Leave every picture out, and print the full listing again exactly.

> **Exercise data**
******

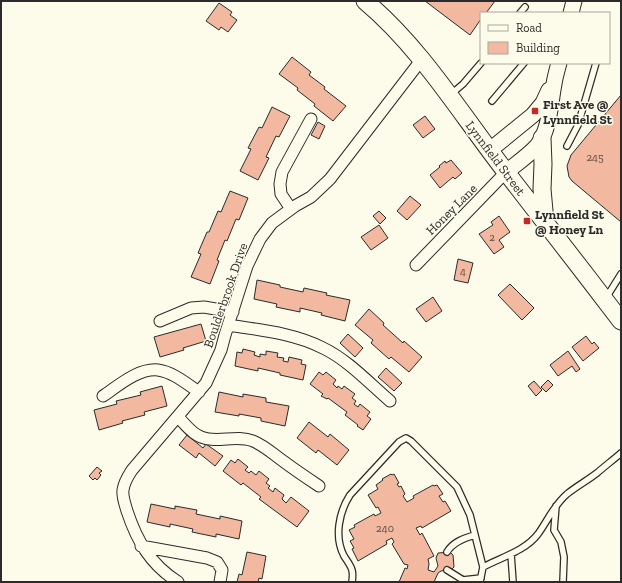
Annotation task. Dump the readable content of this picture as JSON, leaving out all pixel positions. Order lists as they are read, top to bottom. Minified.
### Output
{"streets":{"main road":["Lynnfield Street"],"street":["Honey Lane","Boulderbrook Drive"]},"crossings":[["Lynnfield Street","Honey Lane"],["Lynnfield Street","Boulderbrook Drive"]],"places":{"transit":["First Ave @ Lynnfield St","Lynnfield St @ Honey Ln"]},"house_numbers":["245","2","4","240"],"legend":["Road","Building"]}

******

> **Result for this task**
Annotation task. Dump the readable content of this picture as JSON, leaving out all pixel positions. Order lists as they are read, top to bottom. Minified.
### Output
{"streets":{"main road":["Lynnfield Street"],"street":["Honey Lane","Boulderbrook Drive"]},"crossings":[["Lynnfield Street","Honey Lane"],["Lynnfield Street","Boulderbrook Drive"]],"places":{"transit":["First Ave @ Lynnfield St","Lynnfield St @ Honey Ln"]},"house_numbers":["245","2","4","240"],"legend":["Road","Building"]}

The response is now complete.